Une paix encore lointaine
Aucune amélioration des perspectives en vue, déplore Le Soir :
«[Le] locataire de la Maison-Blanche ne croit pas trop lui-même à l'effet de ces menaces, cependant que l'entourage du Kremlin s'emploie déjà à minimiser la portée d'éventuelles mesures. Quelle entourloupe le Kremlin va-t-il sortir de son chapeau pour laisser passer l'orage ? Une proposition de trêve aérienne réciproque, comme Bloomberg l'évoquait ce 5 juillet ? Quoi qu'il en soit, l'horizon d'une paix 'juste et durable' en Ukraine paraît encore lointain. Sans parler d'une future réunion des peuples d'Europe avec une Russie pacifiée.»

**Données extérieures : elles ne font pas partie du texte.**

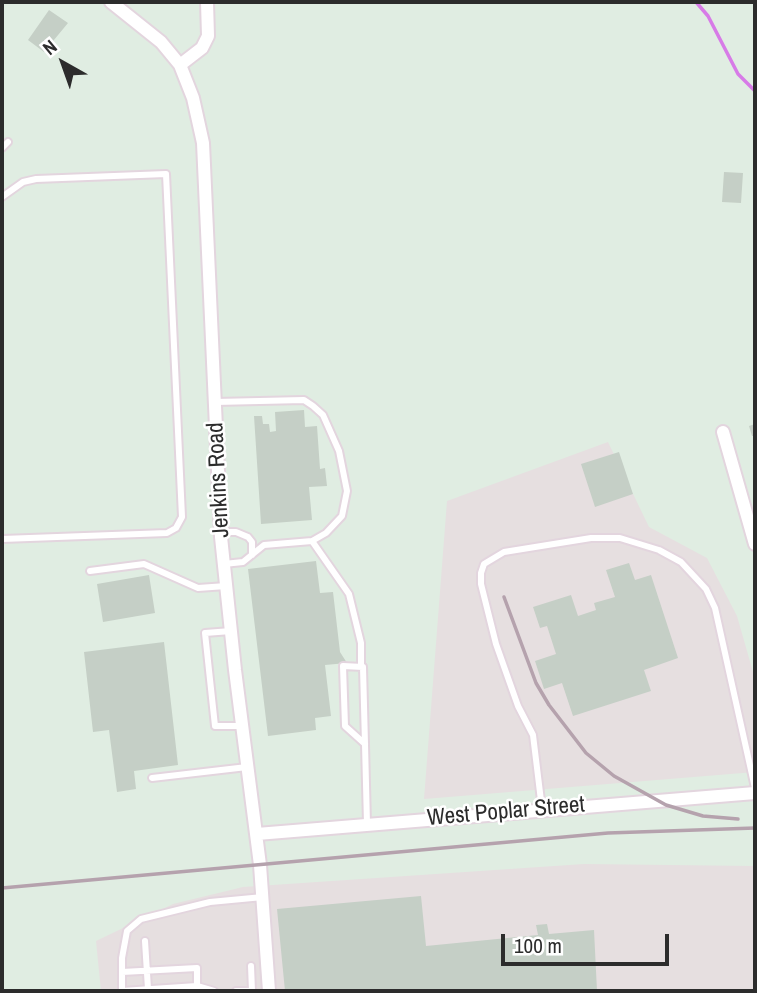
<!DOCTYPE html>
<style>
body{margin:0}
#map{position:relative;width:757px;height:993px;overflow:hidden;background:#e0ede2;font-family:"Archivo Narrow",sans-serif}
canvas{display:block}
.frame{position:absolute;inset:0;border:4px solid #2c2c2c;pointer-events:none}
.north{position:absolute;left:28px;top:28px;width:70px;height:70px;-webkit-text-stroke:5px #fff;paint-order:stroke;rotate:320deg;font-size:19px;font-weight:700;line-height:28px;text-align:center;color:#2c2c2c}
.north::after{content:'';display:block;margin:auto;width:24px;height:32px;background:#2c2c2c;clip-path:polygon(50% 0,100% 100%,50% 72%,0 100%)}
.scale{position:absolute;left:501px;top:934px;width:168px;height:32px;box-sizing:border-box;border:4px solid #2c2c2c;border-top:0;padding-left:9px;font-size:21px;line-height:24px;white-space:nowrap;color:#2c2c2c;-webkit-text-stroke:5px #fff;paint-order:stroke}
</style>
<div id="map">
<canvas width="757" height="993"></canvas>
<div class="frame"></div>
<div class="north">N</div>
<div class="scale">100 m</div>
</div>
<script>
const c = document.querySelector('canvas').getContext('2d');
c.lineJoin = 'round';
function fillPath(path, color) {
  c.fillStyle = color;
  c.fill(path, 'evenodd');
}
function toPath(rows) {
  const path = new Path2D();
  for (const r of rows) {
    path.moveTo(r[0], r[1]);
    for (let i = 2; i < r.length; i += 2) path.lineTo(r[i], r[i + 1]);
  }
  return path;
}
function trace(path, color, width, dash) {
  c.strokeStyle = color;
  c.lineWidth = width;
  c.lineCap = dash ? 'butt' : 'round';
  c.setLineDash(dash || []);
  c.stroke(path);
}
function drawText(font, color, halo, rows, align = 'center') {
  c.font = font + ' "Archivo Narrow",sans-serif';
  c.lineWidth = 5;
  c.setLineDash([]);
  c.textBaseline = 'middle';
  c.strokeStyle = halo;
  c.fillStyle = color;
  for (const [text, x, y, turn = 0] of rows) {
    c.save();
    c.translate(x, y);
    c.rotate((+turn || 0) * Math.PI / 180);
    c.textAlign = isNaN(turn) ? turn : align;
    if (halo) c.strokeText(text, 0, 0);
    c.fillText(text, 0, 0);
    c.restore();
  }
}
const industrial = toPath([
 [608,442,649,527,707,558,737,616,755,679,755,772,424,799,447,501],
 [584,864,755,866,755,991,101,991,96,941,173,904,243,887]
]);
const stream = toPath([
 [696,2,708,16,738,74,755,91]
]);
const building = toPath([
 [49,10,68,23,44,52,28,40],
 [724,172,743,173,741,203,722,202],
 [304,410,305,427,317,426,320,469,325,468,327,486,309,487,312,520,261,524,254,416,262,416,263,424,269,424,270,432,276,431,275,412],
 [755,424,755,436,752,436,749,426],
 [619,452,633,494,595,507,581,464],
 [316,561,320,593,333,592,340,652,347,663,325,665,331,716,315,718,316,730,268,736,248,569],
 [629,563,635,580,651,575,678,658,644,670,651,691,573,716,562,683,544,689,535,661,556,654,547,626,540,628,533,607,571,595,578,616,596,610,594,603,615,597,606,570],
 [149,575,155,613,103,622,97,584],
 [164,642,178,765,134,771,136,789,117,792,109,730,93,732,84,652],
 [421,896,426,946,538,935,536,925,547,924,549,934,594,930,597,991,285,991,277,909]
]);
const lane = toPath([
 [2,148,8,142],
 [2,197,23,182,36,179,166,174,182,517,176,528,167,533,2,539],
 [215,402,304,400,313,406,323,415,339,451,347,491,342,516,326,533,312,541,264,545,243,562,224,564],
 [221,532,236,532,248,537,252,542,252,555],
 [312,541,349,594,361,643,361,664],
 [90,571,144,564,198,588,226,586],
 [231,631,205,633,215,726,242,726],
 [365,744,345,726,343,666,363,667,365,744,367,824],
 [152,778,247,767],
 [542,809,533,735,518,706,496,644,481,584,481,573,484,564,504,552,591,538,620,538,659,550,681,562,706,589,715,608,755,788],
 [145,941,148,989],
 [122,972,197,968,197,986],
 [122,991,122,958,127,931,141,919,210,902,263,897],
 [122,991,197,986,214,991],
 [236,991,252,991,251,966]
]);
const street = toPath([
 [111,2,161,42,180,65,193,98,203,143,221,537,235,670,260,865,269,991],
 [180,65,202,48,208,36,207,2],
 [723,432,755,544],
 [257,834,755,793]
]);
const rail = toPath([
 [504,597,536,683,549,705,586,753,614,776,666,805,703,816,738,819],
 [2,888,608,833,755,828]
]);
const streetNames = [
 ["Jenkins Road",219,480,-93],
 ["West Poplar Street",506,812,-5]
];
fillPath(industrial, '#e6dfe0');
trace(stream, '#d77be7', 3.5);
fillPath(building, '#c5cfc6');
trace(lane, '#e3d5de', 10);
trace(street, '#e3d5de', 16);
trace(lane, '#fff', 6);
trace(street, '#fff', 12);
trace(rail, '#b5a2ad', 3.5);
drawText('23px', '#2c2c2c', '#fff', streetNames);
</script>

Le président américain veut éviter les sanctions
Le journaliste Dmitri Kolesev, dans un message publié sur Telegram et relayé par Ekho, se montre peu optimiste quant aux résultats de l'entrevue :
«Steve Witkoff a eu un entretien de trois heures avec Vladimir Poutine, avant de rapporter à Donald Trump des propos que ce dernier a interprétés avec enthousiasme comme une avancée sans précédent. ... Difficile de croire que Poutine ait consenti à d'importantes concessions. J'ai plutôt le sentiment que Trump saisit la moindre occasion pour ne pas appliquer les sanctions et les droits de douane qu'il a lui-même brandis, et qu'il présente chaque nouvelle manœuvre de Poutine (comme l'annonce d'une trêve aérienne) comme un 'progrès'.»
Un cessez-le feu serait une avancée majeure
Un accord de paix restant, à ce stade, difficilement réalisable, mieux vaut tabler sur des solutions intermédiaires, estime Keskisuomalainen :
«La Russie devrait accepter que l'Ukraine bénéficie de garanties de sécurité, qu'elles émanent de l'OTAN ou des pays occidentaux. Dans un scénario de paix, l'Ukraine subirait d'énormes pertes en termes de territoire, mais aussi de population. Quant à la Russie, elle ne parviendrait pas à son objectif initial, à savoir soumettre l'Ukraine. Il appartient donc aux pays européens de répondre présent. Une solution pacifique rapide à la Trump semble peu probable dans les semaines à venir. Mais un cessez-le-feu constituerait déjà une avancée significative.»